** Available data **

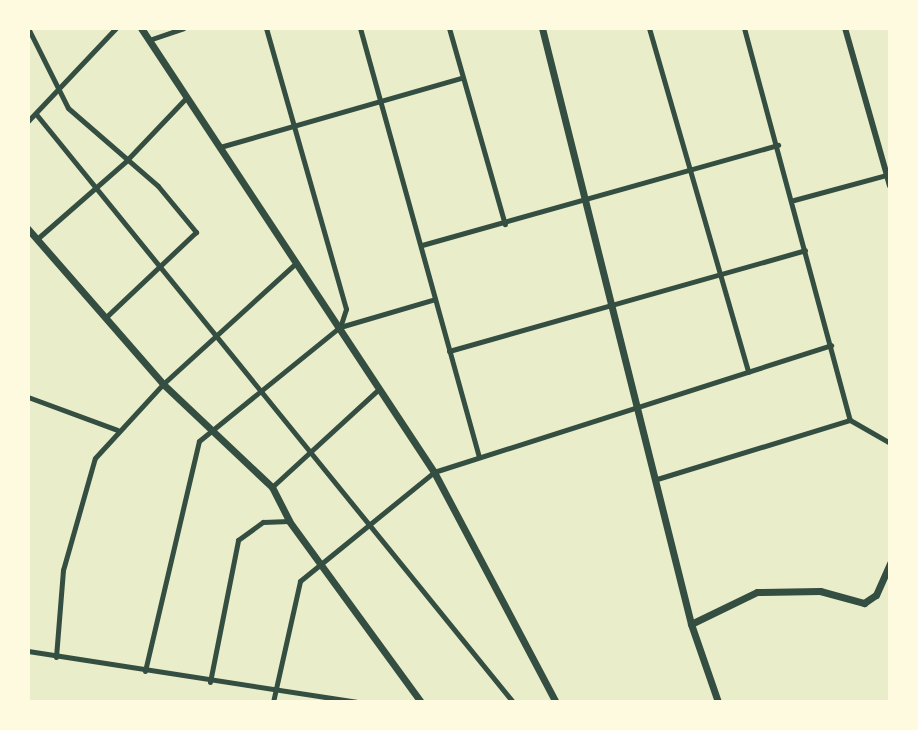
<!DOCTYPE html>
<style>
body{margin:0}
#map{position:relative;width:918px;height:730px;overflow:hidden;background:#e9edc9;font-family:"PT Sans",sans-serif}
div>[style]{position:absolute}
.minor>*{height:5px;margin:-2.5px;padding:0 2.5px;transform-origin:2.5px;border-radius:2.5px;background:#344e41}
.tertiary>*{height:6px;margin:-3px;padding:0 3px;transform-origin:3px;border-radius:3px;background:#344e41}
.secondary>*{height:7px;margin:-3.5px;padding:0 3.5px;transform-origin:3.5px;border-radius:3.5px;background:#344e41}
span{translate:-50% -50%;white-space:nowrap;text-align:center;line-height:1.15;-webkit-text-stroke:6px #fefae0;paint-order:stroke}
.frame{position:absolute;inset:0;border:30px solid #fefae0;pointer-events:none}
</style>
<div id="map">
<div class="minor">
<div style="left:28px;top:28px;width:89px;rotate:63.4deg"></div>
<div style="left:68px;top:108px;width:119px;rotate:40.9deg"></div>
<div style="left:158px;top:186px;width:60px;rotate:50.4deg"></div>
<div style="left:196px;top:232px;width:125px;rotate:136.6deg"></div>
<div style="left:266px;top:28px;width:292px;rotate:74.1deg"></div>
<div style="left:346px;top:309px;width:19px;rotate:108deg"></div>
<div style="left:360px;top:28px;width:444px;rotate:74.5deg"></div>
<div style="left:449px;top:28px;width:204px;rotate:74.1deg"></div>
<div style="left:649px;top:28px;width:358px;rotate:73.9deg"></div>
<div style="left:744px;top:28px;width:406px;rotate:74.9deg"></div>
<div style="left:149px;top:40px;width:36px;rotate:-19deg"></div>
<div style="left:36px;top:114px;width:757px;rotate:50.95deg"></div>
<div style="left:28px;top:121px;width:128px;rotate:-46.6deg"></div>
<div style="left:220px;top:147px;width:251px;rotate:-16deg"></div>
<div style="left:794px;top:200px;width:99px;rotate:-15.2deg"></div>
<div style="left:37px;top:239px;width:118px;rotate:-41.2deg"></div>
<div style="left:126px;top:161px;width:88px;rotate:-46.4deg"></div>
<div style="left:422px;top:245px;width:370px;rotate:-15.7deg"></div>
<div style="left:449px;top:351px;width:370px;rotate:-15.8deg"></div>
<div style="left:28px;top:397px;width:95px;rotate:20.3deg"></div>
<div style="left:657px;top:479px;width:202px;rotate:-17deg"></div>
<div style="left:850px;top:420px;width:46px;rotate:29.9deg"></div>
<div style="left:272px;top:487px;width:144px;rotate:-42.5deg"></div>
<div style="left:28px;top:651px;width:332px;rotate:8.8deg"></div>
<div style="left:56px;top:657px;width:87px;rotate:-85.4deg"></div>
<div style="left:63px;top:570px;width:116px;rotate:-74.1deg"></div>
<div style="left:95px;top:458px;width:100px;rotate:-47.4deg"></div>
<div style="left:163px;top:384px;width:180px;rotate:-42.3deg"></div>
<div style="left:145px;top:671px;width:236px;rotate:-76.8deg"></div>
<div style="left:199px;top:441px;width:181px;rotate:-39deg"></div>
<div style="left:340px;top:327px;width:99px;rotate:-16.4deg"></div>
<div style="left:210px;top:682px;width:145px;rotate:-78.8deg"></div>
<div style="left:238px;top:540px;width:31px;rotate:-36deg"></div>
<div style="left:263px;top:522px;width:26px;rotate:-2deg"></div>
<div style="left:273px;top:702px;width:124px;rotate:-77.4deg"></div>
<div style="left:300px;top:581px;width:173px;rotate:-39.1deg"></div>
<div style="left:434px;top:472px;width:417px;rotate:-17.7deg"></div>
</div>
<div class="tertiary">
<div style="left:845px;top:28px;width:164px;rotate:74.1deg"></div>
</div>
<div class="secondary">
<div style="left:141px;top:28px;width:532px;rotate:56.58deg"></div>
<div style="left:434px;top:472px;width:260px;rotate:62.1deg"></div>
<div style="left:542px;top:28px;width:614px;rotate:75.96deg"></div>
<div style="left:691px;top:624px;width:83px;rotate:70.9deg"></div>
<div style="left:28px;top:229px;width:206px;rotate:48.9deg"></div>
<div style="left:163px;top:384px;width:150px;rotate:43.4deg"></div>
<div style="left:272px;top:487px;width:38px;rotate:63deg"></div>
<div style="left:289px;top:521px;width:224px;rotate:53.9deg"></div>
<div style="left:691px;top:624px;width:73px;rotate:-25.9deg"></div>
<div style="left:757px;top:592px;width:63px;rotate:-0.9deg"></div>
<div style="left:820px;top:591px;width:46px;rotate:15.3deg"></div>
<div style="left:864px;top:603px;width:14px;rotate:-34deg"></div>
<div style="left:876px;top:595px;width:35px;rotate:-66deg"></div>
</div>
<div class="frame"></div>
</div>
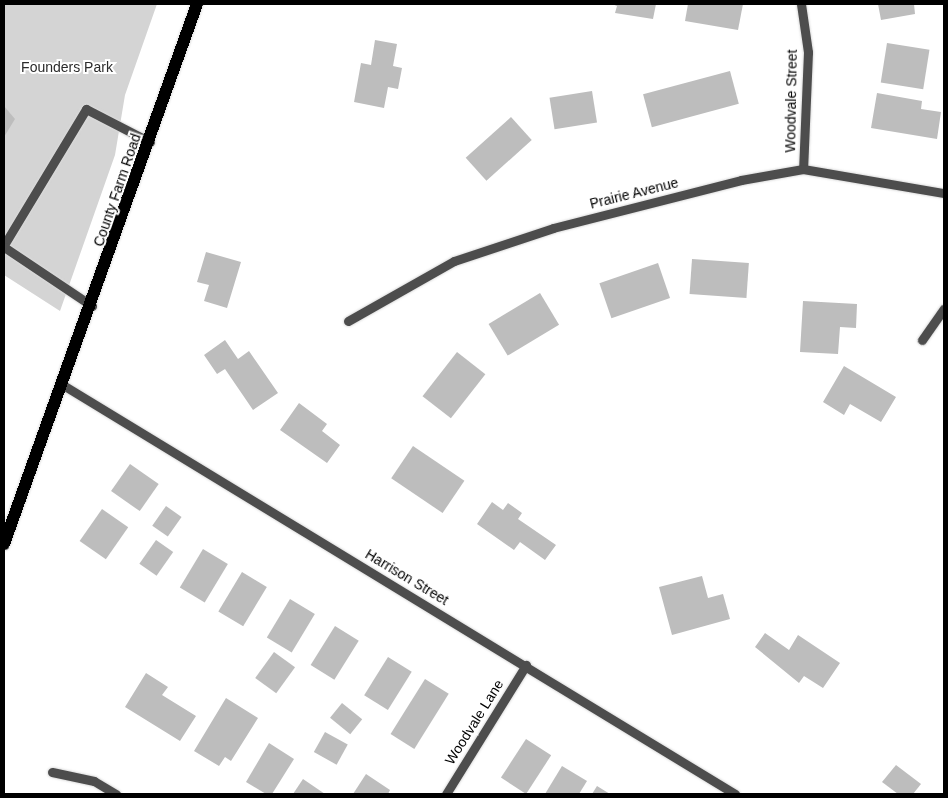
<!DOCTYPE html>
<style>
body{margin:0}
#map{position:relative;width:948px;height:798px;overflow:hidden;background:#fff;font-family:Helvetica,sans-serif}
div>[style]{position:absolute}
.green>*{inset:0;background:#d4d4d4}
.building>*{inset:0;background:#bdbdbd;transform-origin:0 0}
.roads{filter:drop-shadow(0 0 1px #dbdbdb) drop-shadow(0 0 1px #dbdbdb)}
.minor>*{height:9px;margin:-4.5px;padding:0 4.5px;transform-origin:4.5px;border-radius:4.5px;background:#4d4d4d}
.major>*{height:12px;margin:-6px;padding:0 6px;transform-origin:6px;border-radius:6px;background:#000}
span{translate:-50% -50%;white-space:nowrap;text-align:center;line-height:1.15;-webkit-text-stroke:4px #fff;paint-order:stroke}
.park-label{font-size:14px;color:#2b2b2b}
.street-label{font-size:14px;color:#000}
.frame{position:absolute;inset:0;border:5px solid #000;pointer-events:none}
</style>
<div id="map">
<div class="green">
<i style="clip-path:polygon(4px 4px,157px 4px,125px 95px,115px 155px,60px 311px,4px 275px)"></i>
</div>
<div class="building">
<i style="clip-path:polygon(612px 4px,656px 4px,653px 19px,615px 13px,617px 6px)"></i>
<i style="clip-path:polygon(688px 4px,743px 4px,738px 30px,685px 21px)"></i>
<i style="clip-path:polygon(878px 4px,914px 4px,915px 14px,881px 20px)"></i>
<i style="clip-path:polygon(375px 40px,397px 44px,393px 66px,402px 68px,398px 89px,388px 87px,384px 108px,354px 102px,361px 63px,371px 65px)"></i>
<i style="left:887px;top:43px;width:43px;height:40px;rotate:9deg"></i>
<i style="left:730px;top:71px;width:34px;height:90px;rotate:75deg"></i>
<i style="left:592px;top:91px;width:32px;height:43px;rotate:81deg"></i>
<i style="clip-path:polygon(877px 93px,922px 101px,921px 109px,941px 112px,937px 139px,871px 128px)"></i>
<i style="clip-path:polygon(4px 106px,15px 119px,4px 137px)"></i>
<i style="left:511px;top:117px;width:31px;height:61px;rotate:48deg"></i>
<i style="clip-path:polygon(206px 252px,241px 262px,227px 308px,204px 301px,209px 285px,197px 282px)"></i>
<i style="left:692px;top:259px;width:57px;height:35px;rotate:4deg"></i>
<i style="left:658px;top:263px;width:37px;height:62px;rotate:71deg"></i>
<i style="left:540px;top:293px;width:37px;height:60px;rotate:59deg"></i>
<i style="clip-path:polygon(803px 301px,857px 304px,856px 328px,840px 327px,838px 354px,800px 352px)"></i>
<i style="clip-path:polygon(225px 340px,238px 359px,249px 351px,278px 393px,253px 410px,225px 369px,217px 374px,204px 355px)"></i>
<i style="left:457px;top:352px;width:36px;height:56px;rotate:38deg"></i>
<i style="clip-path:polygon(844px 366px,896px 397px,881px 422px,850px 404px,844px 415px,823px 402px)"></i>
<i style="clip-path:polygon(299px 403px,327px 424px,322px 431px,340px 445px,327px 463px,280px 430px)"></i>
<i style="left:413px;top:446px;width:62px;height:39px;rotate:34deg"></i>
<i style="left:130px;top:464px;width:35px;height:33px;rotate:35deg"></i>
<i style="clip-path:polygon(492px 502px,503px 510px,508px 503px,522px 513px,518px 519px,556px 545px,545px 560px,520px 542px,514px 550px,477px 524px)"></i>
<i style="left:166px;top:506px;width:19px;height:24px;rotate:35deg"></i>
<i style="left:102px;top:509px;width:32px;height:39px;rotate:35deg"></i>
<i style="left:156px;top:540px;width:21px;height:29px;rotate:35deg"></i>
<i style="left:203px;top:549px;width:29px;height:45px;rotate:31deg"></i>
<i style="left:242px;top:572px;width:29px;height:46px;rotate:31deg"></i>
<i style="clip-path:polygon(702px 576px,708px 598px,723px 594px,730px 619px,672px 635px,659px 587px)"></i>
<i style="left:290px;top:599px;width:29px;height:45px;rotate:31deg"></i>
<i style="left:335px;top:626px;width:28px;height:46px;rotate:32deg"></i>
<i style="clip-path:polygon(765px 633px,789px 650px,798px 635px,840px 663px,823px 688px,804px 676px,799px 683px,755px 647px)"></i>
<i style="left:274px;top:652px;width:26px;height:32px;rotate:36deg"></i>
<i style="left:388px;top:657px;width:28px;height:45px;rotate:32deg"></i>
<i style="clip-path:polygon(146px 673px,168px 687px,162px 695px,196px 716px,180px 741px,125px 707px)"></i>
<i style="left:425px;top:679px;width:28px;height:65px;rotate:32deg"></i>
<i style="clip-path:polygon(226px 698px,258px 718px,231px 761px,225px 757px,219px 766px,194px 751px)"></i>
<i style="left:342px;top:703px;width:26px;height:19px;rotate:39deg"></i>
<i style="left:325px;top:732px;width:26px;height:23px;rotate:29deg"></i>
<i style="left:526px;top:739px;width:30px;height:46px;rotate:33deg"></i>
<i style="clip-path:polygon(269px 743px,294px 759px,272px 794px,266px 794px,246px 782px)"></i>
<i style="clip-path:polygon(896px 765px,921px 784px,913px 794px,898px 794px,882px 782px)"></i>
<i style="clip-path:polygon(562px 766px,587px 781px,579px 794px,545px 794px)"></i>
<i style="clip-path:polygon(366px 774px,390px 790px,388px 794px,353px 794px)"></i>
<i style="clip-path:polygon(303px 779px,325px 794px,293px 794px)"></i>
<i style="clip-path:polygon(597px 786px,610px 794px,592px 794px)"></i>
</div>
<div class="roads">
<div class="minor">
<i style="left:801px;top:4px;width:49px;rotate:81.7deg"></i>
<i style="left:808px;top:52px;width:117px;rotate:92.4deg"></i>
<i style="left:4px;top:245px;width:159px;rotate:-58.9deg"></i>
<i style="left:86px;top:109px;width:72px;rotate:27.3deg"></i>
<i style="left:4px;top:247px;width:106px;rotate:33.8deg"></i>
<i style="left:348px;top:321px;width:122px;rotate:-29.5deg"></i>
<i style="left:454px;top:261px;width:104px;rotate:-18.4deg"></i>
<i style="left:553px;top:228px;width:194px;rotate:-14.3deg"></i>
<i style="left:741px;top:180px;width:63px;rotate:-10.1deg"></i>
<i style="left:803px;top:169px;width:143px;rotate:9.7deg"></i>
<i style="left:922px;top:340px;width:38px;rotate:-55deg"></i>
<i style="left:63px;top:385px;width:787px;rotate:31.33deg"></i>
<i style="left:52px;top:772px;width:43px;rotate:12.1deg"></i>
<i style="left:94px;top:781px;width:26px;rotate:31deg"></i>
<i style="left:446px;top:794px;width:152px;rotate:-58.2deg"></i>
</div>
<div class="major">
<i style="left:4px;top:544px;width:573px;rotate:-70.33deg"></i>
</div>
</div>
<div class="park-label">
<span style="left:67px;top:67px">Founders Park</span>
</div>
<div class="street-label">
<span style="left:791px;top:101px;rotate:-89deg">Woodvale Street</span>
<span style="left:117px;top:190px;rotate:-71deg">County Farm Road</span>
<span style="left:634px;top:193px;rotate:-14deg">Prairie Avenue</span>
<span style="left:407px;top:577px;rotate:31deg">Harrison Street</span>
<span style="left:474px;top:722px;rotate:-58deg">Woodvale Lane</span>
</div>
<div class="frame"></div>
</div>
...
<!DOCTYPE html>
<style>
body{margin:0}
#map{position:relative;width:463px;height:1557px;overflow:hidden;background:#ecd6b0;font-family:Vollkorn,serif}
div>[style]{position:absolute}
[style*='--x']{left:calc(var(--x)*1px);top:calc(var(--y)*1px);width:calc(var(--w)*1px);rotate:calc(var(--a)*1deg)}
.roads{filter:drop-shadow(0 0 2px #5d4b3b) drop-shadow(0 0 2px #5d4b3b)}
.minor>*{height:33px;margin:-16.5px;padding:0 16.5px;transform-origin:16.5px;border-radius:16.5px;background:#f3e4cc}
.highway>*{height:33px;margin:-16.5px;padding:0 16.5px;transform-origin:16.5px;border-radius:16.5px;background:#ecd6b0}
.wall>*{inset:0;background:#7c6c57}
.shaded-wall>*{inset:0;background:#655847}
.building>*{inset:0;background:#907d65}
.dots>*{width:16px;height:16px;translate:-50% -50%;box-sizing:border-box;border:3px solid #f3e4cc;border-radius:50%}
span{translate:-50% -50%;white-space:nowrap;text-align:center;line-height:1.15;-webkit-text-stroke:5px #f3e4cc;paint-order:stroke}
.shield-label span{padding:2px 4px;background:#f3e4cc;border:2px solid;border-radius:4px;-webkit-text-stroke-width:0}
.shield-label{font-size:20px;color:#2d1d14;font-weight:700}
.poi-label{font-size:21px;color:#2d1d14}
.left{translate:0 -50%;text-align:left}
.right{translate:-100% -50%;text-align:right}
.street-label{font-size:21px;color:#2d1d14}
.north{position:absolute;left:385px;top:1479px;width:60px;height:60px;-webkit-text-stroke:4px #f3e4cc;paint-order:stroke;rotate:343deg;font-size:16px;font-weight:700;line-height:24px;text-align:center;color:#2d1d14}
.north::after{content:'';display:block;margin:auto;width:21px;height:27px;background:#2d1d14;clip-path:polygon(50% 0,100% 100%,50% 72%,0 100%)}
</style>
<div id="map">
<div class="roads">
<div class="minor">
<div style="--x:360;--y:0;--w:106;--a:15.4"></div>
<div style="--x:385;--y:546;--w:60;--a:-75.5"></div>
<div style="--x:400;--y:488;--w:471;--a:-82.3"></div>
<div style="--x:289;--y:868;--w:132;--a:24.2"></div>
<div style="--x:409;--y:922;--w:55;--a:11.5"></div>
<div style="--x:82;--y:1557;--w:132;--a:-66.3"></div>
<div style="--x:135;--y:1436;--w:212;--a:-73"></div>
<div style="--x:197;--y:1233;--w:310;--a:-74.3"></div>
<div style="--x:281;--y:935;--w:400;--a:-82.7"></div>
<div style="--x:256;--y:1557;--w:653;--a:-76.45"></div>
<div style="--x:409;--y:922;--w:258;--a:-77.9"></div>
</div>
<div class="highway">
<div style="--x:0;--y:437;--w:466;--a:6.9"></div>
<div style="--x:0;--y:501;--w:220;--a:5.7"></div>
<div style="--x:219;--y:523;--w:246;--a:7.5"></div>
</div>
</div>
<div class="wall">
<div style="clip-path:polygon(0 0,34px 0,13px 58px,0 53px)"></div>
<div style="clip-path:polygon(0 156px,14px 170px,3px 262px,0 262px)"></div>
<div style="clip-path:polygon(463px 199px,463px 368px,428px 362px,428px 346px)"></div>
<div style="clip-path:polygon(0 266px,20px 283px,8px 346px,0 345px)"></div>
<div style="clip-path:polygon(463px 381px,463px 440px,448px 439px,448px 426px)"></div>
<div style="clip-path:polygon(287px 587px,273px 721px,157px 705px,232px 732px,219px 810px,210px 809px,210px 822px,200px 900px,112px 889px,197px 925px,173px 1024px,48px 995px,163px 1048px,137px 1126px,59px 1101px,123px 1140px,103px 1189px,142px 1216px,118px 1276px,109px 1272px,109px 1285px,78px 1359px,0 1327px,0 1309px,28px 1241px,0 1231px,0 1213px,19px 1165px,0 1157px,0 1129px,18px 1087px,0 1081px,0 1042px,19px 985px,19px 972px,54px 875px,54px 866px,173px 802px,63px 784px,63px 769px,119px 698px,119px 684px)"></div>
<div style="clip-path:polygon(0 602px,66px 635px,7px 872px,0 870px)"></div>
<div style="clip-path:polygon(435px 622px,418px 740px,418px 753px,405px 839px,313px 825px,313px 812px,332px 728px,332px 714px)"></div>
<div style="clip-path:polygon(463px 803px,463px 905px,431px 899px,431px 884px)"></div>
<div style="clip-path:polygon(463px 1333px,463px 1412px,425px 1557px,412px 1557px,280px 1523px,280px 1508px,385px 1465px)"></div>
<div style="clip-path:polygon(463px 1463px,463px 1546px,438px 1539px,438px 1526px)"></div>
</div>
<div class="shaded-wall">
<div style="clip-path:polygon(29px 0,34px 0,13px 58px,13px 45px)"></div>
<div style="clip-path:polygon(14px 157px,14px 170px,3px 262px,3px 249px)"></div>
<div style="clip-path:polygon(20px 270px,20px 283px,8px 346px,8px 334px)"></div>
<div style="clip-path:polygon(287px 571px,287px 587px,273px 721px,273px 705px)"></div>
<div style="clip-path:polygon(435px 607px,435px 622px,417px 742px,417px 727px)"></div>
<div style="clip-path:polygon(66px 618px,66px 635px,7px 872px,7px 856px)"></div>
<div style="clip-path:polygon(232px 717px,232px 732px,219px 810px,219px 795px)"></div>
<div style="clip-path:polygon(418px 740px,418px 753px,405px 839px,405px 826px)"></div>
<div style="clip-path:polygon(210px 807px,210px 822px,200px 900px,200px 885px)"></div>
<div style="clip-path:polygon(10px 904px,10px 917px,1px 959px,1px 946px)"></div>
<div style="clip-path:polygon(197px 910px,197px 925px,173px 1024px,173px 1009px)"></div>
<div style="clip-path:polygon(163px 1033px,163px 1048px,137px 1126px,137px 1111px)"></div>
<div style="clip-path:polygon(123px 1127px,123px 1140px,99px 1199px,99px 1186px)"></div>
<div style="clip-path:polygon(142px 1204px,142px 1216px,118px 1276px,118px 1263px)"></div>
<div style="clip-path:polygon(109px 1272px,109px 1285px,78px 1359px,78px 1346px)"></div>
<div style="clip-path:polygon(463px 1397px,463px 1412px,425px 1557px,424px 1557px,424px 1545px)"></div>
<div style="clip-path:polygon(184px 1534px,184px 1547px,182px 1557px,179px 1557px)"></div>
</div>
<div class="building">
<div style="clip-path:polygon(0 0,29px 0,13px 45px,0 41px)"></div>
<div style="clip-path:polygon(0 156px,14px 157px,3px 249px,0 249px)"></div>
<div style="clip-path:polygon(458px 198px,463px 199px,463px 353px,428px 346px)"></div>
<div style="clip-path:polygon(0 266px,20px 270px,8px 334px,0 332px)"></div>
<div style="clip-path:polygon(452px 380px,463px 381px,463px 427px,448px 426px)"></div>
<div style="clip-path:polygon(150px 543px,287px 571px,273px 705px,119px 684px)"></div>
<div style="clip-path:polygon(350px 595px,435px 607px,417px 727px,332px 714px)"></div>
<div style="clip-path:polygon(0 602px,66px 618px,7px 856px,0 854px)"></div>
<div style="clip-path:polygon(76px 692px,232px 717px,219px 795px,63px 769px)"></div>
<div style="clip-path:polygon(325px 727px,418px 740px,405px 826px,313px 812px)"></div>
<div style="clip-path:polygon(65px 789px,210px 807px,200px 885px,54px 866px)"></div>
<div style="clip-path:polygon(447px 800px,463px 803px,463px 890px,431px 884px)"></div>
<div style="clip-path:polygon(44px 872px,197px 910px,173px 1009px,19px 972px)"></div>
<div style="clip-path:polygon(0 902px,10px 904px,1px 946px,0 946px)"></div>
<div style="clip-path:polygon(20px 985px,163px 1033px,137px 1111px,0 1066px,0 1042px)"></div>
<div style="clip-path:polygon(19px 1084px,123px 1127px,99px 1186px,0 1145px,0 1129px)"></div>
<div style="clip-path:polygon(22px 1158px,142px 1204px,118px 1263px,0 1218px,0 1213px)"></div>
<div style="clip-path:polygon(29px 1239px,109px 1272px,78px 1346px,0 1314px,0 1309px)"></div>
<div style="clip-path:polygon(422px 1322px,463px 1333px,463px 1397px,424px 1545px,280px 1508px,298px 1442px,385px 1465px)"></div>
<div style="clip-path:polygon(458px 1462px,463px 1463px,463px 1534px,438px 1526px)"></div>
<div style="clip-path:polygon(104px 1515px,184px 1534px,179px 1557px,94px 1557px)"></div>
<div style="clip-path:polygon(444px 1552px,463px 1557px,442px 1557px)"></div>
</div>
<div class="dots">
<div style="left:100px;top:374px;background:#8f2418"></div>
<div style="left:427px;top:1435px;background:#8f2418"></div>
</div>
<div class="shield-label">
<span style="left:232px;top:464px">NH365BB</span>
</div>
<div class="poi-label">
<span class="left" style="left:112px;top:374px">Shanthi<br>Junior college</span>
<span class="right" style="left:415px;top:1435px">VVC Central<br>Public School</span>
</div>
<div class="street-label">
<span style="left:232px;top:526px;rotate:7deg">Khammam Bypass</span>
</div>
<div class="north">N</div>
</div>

** Directions for this task **
Look over the entries above. Copy every line that contains the word "serif".

** Exercise response **
#map{position:relative;width:918px;height:730px;overflow:hidden;background:#e9edc9;font-family:"PT Sans",sans-serif}
#map{position:relative;width:948px;height:798px;overflow:hidden;background:#fff;font-family:Helvetica,sans-serif}
#map{position:relative;width:463px;height:1557px;overflow:hidden;background:#ecd6b0;font-family:Vollkorn,serif}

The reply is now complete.